Tesseract r714 is broken on Mac OS X 10.5.8 (PPC)

GoogleCodeExporter commented 9 years ago

What steps will reproduce the problem?
1. install Leptonica and Tesseract

2. Command: tesseract g11071.gif text.txt -l deu

What is the expected output?
Terminal:

Tesseract Open Source OCR Engine v3.02 with Leptonica

Output file:
jagt, sie_ kön nen hier nicht bei uns woh   

What do you see instead?
Terminal:

Error loading shape table!
Tesseract Open Source OCR Engine v3.02 with Leptonica
index >= 0 && index < size_used_:Error:Assert failed:in file 
../ccutil/genericvector.h, line 512
Bus error

Output file: NO

What version of the product are you using?
Tesseract tesseract 3.02 (r714),
leptonica-1.68 (libgif 4.1.6 : libjpeg 8d : libpng 1.4.9 : libtiff 3.9.5 : zlib 
1.2.6)

On what operating system?
Mac OS X 10.5.8 (PowerPC processor)

Please provide any additional information below.

The first message indicates that the shape table loading failed on Mac/PowerPC. 
It might be a endianess issue. The corresponding place in the source is at:

../classify/adaptmatch.cpp lines 563-565

The reason for the 2nd one (ASSERT triggering) is completely opaque to me.

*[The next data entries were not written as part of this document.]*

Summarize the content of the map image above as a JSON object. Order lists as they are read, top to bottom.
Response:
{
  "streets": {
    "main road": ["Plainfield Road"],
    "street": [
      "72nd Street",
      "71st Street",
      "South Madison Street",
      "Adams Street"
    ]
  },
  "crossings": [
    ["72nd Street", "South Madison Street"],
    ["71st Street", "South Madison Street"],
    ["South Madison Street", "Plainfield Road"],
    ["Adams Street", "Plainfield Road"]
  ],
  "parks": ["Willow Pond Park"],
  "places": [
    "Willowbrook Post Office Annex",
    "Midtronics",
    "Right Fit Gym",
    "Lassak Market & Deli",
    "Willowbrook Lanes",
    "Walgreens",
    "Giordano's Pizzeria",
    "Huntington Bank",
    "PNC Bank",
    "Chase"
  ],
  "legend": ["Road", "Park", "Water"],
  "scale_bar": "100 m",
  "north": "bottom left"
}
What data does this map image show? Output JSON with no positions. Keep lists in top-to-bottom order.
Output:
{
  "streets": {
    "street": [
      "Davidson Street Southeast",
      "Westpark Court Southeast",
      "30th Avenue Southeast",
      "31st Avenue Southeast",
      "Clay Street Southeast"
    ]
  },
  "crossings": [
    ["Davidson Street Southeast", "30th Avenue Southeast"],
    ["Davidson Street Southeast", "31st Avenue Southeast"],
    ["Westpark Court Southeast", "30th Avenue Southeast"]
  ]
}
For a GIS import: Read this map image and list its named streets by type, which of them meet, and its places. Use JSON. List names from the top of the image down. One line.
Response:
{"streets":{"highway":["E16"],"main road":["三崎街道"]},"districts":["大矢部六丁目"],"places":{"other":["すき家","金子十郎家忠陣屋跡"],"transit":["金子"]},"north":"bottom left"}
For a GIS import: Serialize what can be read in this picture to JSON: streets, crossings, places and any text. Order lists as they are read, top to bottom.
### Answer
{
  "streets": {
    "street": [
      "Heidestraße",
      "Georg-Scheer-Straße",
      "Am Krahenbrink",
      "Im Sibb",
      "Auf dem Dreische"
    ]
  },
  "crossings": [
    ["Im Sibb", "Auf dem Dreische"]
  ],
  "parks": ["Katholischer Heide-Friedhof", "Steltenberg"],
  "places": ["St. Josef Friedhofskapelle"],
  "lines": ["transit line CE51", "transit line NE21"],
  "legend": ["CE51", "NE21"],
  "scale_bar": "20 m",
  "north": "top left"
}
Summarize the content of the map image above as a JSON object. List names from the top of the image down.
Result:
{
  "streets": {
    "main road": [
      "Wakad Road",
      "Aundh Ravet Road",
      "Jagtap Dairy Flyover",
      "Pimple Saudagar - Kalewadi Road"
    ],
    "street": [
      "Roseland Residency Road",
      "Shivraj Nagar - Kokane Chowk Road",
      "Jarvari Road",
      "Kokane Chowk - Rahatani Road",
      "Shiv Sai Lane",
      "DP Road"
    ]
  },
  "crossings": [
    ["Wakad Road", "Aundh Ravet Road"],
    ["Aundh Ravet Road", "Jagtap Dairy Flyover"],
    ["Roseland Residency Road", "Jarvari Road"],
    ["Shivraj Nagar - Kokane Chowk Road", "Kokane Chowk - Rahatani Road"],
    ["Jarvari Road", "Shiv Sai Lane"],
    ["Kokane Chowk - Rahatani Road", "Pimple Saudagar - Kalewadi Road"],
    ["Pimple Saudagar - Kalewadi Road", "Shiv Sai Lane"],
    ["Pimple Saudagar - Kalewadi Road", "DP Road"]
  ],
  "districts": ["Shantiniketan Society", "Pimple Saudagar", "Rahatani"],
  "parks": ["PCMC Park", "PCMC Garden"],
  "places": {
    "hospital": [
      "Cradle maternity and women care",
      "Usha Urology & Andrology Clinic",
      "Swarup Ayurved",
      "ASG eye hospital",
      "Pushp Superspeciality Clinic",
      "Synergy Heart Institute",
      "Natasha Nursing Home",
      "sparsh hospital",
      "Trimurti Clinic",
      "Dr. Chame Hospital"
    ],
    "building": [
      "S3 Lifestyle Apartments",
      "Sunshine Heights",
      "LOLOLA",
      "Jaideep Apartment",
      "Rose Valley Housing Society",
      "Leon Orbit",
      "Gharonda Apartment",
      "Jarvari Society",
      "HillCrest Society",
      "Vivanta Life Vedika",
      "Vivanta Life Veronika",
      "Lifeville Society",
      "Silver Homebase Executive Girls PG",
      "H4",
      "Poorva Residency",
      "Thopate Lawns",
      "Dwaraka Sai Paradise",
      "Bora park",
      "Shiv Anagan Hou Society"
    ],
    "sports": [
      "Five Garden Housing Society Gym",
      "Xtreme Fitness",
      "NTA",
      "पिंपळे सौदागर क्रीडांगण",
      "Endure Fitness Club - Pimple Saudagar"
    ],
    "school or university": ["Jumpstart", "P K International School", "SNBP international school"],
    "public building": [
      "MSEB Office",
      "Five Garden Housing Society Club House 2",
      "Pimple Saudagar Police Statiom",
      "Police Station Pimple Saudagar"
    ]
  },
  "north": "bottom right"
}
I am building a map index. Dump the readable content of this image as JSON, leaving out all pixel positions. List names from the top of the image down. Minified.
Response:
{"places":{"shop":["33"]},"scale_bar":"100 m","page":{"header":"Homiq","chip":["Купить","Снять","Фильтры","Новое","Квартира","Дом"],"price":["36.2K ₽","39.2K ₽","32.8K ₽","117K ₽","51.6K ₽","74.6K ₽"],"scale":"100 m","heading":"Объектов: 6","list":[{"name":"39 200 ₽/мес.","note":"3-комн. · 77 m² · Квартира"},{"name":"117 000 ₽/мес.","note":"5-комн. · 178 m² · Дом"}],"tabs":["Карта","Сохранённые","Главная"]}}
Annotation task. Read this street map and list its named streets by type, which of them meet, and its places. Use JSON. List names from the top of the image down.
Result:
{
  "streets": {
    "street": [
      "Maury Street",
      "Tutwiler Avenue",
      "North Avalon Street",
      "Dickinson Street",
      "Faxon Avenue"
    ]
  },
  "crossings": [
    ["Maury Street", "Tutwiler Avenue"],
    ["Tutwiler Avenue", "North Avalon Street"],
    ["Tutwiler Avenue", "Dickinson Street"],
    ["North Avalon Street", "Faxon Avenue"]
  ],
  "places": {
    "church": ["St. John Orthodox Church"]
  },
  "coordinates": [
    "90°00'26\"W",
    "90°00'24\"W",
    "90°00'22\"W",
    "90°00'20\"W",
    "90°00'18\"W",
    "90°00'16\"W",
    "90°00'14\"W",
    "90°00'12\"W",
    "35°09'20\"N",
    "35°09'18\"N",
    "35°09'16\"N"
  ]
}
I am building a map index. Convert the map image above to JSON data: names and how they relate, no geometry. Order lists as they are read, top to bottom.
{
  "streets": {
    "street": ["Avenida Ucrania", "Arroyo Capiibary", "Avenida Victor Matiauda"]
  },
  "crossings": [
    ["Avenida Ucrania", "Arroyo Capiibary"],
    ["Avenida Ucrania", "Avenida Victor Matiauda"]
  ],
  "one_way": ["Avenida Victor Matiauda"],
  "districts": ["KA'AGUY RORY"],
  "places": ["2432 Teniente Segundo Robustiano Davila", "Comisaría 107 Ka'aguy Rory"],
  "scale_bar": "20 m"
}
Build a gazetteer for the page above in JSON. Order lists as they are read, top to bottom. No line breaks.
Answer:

I could try to find out more (I have developer skills) if someone would point 
me where to start.

BTW, the version 3.01 from macports doesn't work as well due to a related 
reason (ASSERT triggered)...

Original issue reported on code.google.com by maximums...@googlemail.com on 30 Mar 2012 at 1:19

GoogleCodeExporter commented 9 years ago

Correction: the intput file's name should be g11071.tif (see attachment).
Sorry
Best regards

Original comment by maximums...@googlemail.com on 30 Mar 2012 at 1:40

Attachments:

g11071.tif

GoogleCodeExporter commented 9 years ago

Ok, it seems I'm right stating that it's an issue related to endianess (as you 
already know PowerPC processor is big-endian).
I quickly changed the related code (../classify/adaptmatch.cpp) to switch off 
byte swapping as follows:

Original (../classify/adaptmatch.cpp, lines 563-565):

if (!shape_table_->DeSerialize(tessdata_manager.swap(),
                                     tessdata_manager.GetDataFilePtr())) {
        tprintf("GRRR Error loading shape table!\n");

Patch:
if (!shape_table_->DeSerialize(false, tessdata_manager.GetDataFilePtr())) {
        tprintf("GRRR Error loading shape table!\n");

After recompiling and running I'm getting the following output in the terminal:

Tesseract Open Source OCR Engine v3.02 with Leptonica
Segmentation fault

Arrrgghhh...

Original comment by maximums...@googlemail.com on 30 Mar 2012 at 2:09

GoogleCodeExporter commented 9 years ago

I have same problem with same parameters(leptonica-1.68, etc.) on Windows-7 
32bit system. Tesseract built using instructions (Visual Studio 2008 Developer 
Notes) on Microsoft Visual C++ 2008 Express Edition with SP1 - ENU.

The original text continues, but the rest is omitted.